August 2015


January Means Jumbo Bones at Bair’s

January Means Jumbo Bones at Bair’s— With the BTT Team   Understanding bonefish behavior—where they roam, when they spawn, and how and what they eat—enhances our angling education, making us more effective. On January 21-27, 2016, take advantage of an exclusive Flyfishing/learning opportunity by joining Nervous Waters and our friends at the Bonefish & Tarpon Trust for 6 nights and 5 days at Bair’s Lodge, on South Andros Island.   During that timeframe, BTT scientists will be researching bonefish, working out of Bair’s. In addition to the scientists, there are 7 spots open for anglers.

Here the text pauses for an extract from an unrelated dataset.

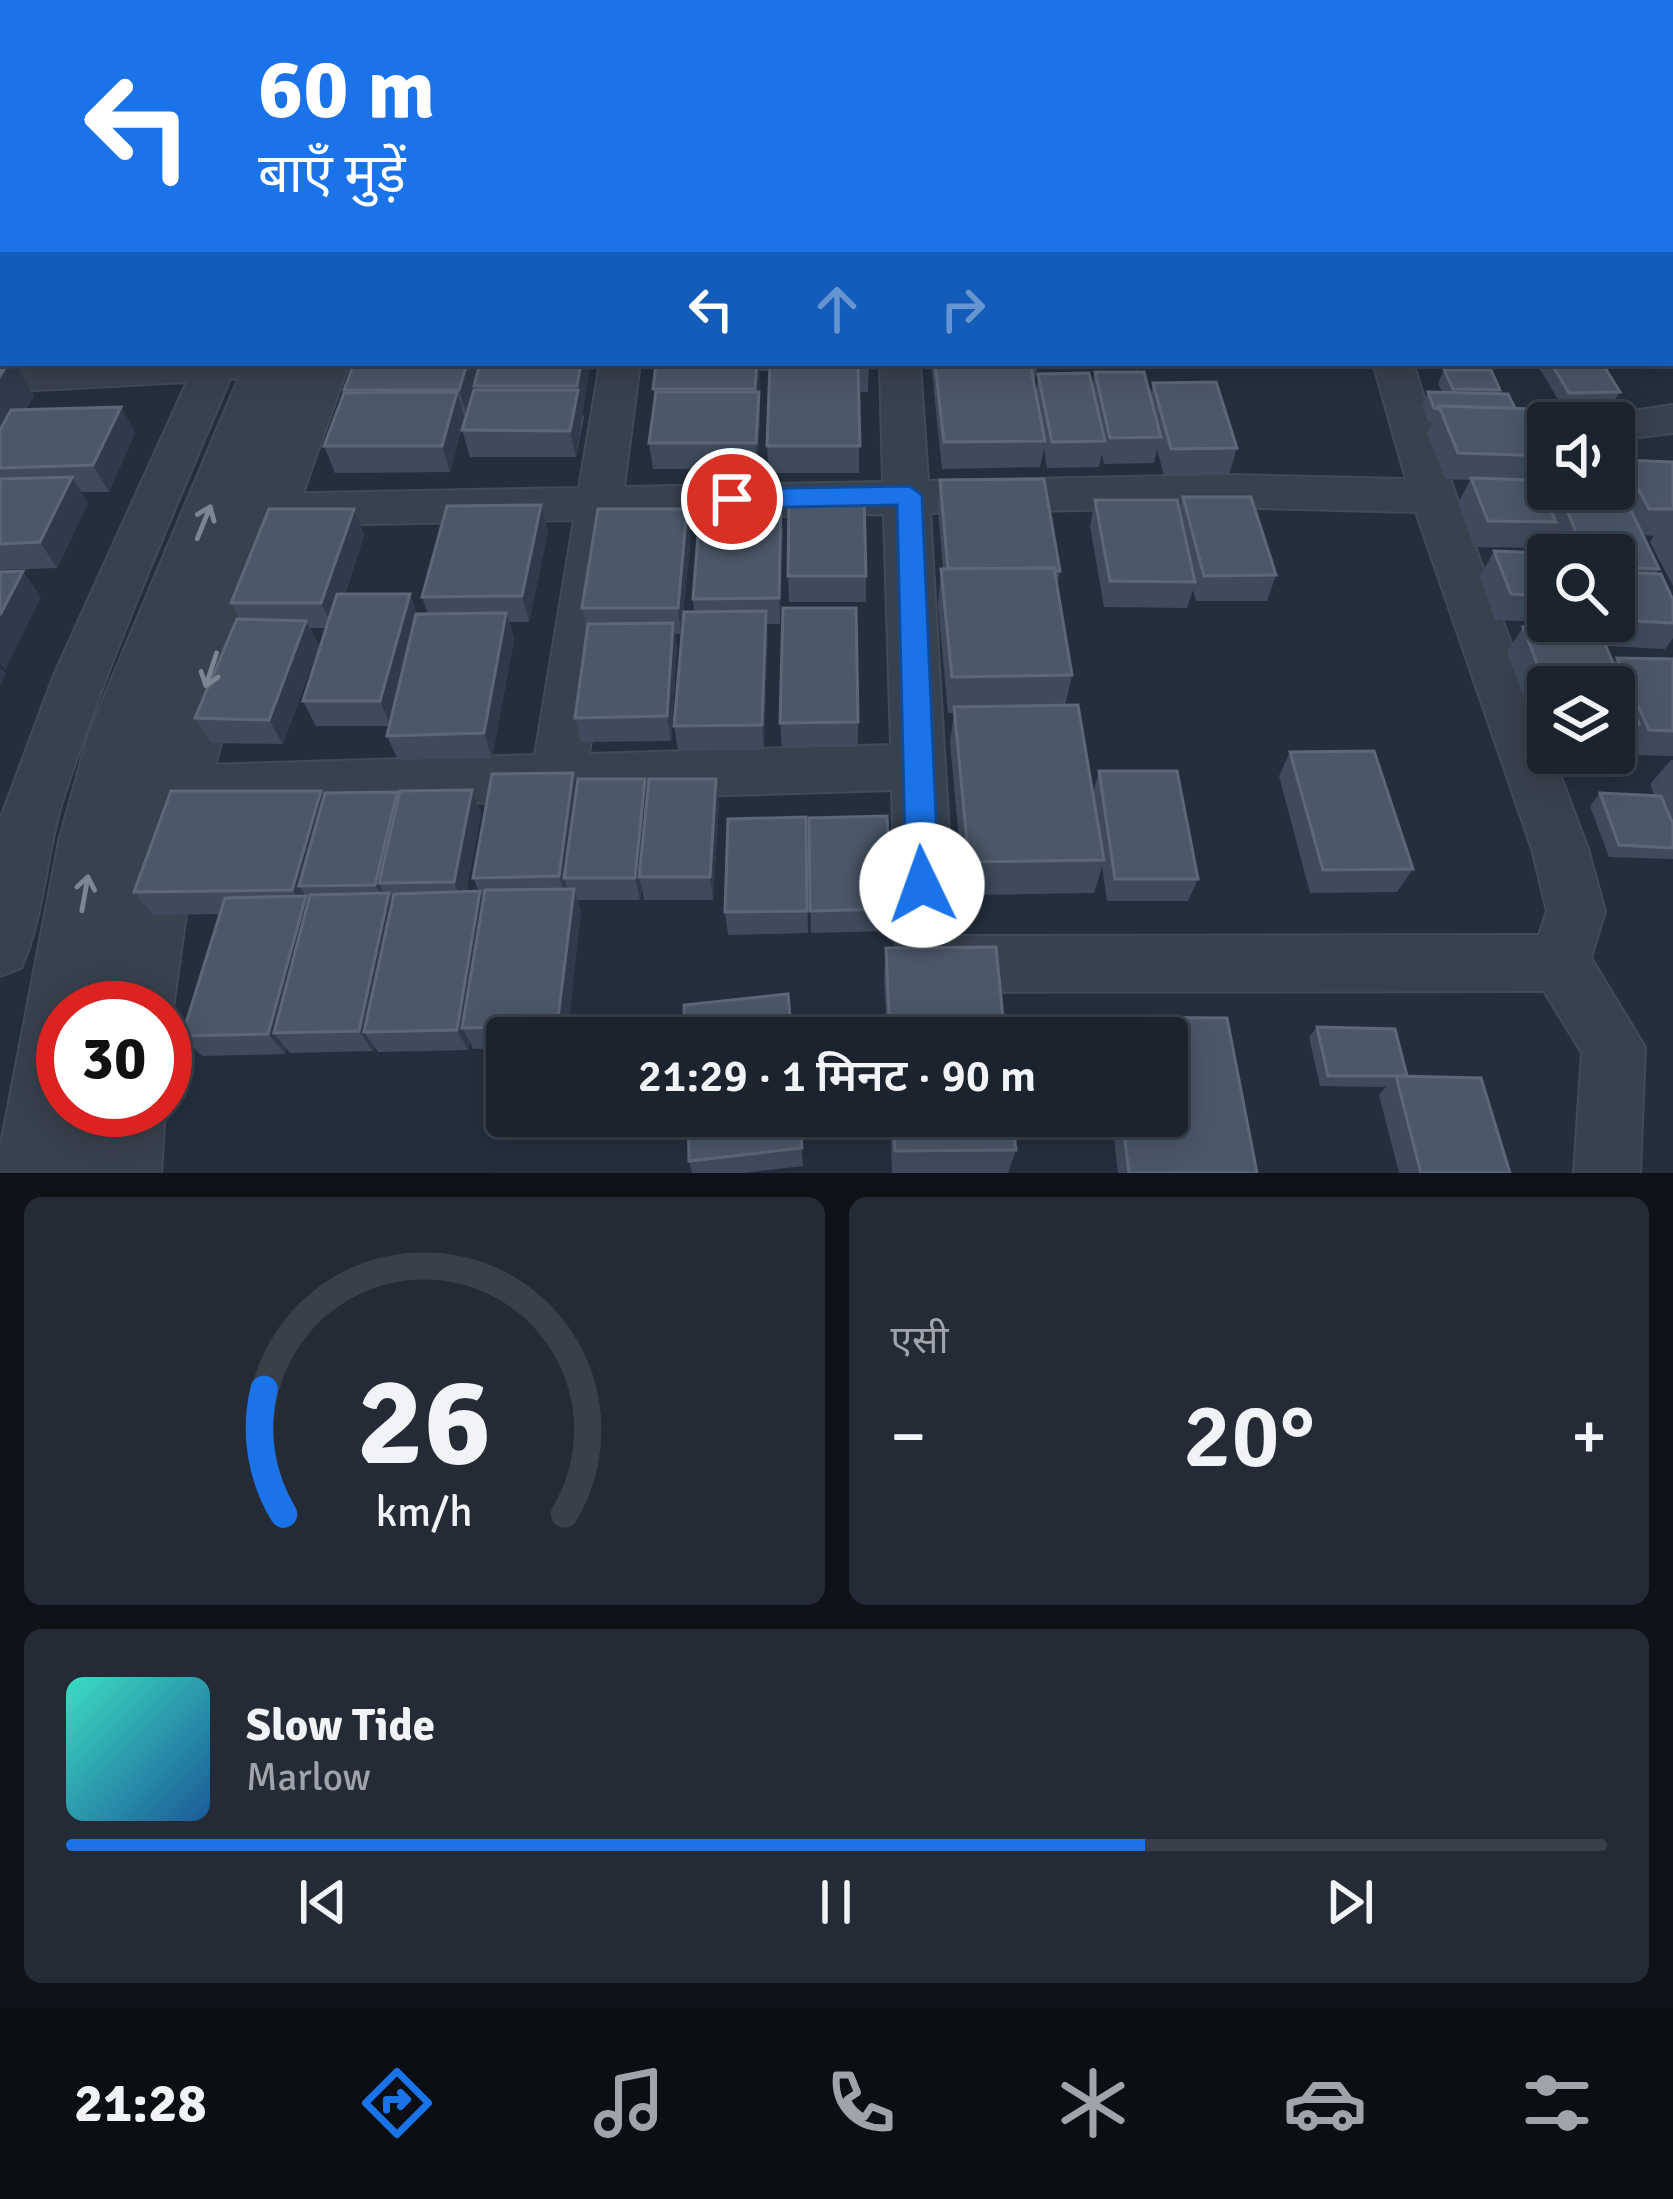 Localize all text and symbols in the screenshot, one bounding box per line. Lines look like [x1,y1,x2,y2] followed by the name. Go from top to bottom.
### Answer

It’s your choice how much you’d like to participate in research, observe research, or just fish with our experienced guides for big winter bones on the expansive flats of South Andros.   There are currently 7 open spots. Cost is $4,550 + $170 VAT per person, double occupancy (travel to/from South Andros, gratuities not included).   Research Activities Include: –    Using seine nets to capture bonefish for tagging with dart and acoustic tags, while collecting fin clips for the genetics project. –    Tracking bonefish with acoustic receivers at a newly identified spawning site (there will be some overnight tracking as well). –    Deploying acoustic receivers around South Andros to track bonefish spawning migrations. –    Experiments to hatch fertilized bonefish eggs at the study site.   Below is a video showcasing some of the work that BTT has done on Andros on previous research trips.   Contact us today to learn more.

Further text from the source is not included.